Stored data entries:

───

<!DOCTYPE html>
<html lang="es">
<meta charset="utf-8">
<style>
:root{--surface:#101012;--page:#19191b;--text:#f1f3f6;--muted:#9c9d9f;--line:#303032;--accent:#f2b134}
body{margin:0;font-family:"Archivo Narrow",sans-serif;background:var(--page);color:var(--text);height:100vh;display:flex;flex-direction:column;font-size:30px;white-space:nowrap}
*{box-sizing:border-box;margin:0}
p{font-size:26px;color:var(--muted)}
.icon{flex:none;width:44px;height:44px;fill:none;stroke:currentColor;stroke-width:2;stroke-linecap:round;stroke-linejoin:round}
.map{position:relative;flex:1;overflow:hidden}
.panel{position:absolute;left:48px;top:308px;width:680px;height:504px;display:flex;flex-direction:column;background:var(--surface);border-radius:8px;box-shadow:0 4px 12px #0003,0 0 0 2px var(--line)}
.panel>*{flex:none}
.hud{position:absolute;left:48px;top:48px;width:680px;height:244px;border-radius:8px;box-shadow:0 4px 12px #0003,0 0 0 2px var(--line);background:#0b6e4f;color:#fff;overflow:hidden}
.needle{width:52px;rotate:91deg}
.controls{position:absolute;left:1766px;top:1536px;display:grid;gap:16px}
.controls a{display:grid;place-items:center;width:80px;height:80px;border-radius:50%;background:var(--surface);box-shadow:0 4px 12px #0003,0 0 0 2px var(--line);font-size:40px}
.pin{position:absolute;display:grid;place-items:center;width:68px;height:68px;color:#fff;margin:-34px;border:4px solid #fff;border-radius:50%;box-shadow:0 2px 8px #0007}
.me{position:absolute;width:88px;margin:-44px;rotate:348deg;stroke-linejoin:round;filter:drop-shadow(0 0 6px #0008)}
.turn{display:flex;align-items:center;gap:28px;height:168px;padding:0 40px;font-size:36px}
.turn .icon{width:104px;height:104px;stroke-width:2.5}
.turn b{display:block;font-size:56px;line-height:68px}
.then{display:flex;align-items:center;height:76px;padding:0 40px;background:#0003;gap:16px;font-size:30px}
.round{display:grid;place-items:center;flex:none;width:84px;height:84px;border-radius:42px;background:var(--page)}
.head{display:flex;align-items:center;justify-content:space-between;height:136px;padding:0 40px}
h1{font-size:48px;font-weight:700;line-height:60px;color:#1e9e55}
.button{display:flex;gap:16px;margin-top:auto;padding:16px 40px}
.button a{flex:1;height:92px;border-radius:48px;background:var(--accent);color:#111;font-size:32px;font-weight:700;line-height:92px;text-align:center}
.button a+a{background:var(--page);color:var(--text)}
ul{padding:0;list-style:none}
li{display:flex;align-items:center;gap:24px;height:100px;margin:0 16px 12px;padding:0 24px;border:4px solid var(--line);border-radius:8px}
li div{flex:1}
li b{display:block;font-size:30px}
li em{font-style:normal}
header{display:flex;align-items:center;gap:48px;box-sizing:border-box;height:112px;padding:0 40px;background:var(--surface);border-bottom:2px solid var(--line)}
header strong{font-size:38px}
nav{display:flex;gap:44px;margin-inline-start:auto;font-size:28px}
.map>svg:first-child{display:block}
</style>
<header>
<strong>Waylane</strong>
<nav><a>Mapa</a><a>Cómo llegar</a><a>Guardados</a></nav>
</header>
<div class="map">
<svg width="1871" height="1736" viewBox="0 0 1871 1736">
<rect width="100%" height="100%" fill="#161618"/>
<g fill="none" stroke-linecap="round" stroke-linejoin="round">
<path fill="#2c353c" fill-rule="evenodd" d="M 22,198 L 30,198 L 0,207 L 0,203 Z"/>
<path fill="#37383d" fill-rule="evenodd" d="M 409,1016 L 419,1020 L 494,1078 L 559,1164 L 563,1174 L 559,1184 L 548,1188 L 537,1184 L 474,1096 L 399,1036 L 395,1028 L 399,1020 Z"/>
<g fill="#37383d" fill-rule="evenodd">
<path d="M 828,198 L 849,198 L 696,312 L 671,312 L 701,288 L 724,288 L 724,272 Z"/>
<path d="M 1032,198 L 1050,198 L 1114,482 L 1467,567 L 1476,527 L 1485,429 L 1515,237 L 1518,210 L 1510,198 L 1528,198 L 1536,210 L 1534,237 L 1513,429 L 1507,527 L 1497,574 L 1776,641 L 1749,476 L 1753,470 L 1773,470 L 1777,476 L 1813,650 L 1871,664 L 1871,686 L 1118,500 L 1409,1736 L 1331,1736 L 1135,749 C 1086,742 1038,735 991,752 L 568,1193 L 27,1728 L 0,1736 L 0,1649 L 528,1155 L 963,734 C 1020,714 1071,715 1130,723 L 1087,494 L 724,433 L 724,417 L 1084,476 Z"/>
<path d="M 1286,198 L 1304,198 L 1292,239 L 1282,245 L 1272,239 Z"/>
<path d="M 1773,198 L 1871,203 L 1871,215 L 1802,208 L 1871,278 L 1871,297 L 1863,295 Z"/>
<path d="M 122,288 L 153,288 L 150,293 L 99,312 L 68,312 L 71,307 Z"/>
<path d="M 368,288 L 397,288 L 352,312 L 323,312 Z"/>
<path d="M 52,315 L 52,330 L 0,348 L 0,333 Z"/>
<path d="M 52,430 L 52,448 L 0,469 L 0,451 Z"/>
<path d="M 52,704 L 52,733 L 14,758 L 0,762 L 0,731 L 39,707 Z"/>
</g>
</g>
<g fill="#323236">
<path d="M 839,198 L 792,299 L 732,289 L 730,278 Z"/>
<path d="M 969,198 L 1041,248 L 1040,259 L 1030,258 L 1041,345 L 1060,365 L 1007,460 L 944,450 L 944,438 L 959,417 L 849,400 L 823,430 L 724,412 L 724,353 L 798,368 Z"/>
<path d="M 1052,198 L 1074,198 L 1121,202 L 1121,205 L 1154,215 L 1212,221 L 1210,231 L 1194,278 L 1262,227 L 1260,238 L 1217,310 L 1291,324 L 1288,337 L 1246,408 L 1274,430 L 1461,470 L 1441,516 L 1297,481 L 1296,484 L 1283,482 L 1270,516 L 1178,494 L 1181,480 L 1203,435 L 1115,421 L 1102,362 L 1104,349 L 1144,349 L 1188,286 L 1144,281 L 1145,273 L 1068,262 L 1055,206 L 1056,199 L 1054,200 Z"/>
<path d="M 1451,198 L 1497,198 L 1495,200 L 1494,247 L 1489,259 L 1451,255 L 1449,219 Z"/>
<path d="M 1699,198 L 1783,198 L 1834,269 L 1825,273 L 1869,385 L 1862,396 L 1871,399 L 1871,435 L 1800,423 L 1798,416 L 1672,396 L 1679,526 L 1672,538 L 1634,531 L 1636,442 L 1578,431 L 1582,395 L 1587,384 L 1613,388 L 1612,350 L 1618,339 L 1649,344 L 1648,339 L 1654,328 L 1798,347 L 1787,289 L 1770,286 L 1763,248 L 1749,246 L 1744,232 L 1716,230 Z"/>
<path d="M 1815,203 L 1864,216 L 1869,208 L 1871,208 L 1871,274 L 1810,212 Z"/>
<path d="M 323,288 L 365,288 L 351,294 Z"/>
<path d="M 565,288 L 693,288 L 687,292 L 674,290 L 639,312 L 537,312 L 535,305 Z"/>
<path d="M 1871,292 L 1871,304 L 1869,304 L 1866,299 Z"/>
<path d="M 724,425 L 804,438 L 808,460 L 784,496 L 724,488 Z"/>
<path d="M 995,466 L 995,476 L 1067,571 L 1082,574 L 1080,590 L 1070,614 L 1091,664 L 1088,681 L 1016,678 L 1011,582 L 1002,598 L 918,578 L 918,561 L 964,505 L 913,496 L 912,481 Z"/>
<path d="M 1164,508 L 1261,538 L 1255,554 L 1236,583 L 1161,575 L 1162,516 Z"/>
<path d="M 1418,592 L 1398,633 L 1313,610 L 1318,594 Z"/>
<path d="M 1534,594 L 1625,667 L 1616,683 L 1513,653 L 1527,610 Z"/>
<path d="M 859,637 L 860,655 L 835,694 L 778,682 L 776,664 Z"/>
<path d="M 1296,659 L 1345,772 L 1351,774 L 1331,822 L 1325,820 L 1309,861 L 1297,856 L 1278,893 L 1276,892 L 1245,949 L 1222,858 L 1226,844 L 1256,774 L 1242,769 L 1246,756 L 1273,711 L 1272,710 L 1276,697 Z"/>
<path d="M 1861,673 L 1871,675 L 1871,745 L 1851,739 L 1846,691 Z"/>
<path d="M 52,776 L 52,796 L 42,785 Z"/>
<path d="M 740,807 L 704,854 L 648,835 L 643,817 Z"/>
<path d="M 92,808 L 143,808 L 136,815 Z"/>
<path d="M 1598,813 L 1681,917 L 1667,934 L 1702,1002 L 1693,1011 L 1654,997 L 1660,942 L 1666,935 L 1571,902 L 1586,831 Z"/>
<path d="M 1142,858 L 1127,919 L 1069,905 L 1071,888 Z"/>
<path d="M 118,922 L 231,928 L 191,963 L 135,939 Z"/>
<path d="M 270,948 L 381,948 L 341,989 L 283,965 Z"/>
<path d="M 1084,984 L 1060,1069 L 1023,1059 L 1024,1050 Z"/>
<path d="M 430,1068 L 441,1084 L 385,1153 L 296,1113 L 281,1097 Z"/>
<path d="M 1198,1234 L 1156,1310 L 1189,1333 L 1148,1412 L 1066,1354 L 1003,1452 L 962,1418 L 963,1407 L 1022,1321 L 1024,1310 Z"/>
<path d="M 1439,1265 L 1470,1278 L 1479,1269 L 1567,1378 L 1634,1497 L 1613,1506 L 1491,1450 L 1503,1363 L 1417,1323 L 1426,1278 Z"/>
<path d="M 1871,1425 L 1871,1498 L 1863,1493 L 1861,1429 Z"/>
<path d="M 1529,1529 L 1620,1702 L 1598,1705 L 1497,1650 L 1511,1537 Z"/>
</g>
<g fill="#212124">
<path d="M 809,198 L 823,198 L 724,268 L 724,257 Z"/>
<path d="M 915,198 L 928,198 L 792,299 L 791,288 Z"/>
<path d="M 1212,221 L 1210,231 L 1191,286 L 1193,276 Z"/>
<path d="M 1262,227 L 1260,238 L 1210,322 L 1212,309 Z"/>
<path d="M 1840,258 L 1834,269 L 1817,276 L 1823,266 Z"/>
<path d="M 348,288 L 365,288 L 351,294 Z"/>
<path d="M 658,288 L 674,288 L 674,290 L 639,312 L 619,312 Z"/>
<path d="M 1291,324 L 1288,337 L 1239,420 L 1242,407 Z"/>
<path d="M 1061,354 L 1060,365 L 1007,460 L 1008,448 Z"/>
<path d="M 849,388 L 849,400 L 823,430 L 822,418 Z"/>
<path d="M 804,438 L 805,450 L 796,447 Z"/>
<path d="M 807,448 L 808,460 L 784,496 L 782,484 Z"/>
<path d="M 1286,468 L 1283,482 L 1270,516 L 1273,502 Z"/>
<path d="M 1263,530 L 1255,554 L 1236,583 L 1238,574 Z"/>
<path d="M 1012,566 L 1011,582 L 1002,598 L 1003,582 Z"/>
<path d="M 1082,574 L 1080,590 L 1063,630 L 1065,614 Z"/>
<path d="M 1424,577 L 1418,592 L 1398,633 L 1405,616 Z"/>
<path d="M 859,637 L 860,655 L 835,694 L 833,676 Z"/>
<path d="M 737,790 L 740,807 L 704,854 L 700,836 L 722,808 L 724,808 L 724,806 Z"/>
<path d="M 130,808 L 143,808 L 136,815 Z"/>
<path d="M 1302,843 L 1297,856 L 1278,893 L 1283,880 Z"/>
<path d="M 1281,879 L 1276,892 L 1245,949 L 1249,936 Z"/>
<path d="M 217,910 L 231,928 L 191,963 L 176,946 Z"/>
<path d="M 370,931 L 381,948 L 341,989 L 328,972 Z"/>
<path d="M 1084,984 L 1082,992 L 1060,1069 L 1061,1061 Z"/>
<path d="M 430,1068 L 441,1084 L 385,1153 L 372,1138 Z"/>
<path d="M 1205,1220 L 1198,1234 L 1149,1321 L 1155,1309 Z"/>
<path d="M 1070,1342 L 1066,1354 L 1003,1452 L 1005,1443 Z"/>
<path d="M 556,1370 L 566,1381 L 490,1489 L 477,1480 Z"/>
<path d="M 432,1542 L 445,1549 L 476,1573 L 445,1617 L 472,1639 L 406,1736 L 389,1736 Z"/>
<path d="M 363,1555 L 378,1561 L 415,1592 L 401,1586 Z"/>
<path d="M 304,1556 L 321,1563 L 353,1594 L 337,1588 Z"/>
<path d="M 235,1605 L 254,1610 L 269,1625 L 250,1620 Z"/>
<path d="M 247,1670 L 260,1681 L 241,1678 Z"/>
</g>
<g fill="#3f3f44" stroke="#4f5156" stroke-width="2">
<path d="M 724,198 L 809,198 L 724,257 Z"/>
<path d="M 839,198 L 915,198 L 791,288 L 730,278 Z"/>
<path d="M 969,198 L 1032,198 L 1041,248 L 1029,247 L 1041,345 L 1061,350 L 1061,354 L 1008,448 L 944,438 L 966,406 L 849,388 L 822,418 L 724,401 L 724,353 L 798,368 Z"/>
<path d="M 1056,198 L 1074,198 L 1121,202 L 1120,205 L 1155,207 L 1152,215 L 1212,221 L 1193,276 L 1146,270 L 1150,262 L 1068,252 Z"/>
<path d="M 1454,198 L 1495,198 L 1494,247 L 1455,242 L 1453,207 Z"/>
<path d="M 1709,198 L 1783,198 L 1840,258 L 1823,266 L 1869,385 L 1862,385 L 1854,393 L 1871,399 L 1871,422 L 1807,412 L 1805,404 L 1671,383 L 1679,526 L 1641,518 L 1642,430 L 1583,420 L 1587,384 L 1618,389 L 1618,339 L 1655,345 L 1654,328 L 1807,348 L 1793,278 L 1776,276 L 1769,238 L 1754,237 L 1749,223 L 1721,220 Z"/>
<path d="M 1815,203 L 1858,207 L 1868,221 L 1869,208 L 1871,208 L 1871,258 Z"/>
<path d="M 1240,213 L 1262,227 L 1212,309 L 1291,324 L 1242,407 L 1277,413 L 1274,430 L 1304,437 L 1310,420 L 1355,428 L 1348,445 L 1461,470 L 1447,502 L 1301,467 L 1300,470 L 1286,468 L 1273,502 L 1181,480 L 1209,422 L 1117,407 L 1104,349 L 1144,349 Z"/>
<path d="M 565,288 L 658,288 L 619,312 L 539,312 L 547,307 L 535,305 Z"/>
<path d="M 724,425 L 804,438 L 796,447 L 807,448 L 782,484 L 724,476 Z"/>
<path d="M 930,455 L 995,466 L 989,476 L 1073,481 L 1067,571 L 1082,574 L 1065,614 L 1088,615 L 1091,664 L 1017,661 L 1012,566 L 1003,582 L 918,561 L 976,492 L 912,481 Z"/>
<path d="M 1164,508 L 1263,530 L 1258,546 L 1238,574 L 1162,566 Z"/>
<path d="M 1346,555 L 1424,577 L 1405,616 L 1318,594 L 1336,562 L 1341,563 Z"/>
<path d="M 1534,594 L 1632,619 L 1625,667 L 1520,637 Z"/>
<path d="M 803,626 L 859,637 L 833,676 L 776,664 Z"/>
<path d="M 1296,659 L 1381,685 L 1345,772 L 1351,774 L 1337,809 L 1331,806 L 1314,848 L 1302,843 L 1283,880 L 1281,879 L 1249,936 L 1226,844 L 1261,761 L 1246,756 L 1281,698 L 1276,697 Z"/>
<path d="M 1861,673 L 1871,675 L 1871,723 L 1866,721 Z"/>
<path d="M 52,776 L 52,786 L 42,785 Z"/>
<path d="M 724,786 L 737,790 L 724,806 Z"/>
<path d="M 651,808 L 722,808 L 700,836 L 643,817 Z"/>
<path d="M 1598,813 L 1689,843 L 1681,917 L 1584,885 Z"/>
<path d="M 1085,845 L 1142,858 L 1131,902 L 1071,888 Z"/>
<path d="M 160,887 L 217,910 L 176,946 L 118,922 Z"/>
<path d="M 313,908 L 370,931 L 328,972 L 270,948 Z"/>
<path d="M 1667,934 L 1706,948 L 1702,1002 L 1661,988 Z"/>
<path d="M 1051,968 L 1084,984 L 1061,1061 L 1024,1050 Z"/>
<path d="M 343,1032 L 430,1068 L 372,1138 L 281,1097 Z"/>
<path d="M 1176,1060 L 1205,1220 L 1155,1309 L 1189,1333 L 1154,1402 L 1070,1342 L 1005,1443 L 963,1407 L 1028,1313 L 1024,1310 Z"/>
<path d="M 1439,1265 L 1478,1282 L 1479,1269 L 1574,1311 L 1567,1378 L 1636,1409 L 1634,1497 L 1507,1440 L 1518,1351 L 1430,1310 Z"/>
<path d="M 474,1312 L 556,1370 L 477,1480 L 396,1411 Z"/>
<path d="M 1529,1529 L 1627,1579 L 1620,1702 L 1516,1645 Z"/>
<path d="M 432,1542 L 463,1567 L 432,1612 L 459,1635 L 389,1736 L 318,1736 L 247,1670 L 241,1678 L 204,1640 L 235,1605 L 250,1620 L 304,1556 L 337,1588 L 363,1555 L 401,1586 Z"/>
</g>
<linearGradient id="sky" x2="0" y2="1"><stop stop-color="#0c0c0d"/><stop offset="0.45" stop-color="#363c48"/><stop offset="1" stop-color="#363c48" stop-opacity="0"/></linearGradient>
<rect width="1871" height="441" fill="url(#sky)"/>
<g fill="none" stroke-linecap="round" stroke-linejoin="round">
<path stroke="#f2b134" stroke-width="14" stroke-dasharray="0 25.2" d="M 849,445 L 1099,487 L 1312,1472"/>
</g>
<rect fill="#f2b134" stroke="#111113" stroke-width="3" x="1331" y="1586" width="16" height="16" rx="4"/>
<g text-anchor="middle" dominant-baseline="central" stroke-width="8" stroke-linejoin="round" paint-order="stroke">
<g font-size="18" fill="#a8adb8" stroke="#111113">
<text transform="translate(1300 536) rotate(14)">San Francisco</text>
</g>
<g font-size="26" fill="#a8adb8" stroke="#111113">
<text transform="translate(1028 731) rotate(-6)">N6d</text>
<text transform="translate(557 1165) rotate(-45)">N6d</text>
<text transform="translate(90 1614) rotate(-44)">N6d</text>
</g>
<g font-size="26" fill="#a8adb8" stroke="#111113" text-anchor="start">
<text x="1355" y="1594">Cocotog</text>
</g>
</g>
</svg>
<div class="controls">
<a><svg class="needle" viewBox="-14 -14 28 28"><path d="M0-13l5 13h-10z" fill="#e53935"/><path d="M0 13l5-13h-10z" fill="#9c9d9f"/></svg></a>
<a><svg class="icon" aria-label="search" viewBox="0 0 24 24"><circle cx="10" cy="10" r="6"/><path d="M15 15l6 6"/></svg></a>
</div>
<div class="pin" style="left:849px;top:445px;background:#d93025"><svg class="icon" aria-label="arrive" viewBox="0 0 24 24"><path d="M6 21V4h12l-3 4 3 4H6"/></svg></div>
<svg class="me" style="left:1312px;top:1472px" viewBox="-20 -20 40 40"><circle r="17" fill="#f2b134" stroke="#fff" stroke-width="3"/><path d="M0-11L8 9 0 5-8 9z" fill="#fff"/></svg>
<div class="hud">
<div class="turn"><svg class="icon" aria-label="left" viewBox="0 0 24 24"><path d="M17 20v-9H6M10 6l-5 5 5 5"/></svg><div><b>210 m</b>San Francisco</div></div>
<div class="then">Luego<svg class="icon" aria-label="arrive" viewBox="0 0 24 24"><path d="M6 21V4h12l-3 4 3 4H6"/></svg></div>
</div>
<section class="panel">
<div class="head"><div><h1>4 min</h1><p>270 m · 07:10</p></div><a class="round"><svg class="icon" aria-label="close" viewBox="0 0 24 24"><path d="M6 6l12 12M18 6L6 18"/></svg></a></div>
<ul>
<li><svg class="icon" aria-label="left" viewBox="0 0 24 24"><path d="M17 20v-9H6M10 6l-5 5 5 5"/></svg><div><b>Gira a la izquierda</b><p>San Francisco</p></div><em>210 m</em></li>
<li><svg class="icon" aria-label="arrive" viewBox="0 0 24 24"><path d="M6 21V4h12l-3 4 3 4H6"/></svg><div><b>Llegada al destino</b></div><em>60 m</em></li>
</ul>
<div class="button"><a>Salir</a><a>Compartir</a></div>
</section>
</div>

───

• [DIRECTIONS]
When you find a line in the records that contains the word "controls", copy it.

• [OUTPUT BELOW]
.controls{position:absolute;left:1766px;top:1536px;display:grid;gap:16px}
.controls a{display:grid;place-items:center;width:80px;height:80px;border-radius:50%;background:var(--surface);box-shadow:0 4px 12px #0003,0 0 0 2px var(--line);font-size:40px}
<div class="controls">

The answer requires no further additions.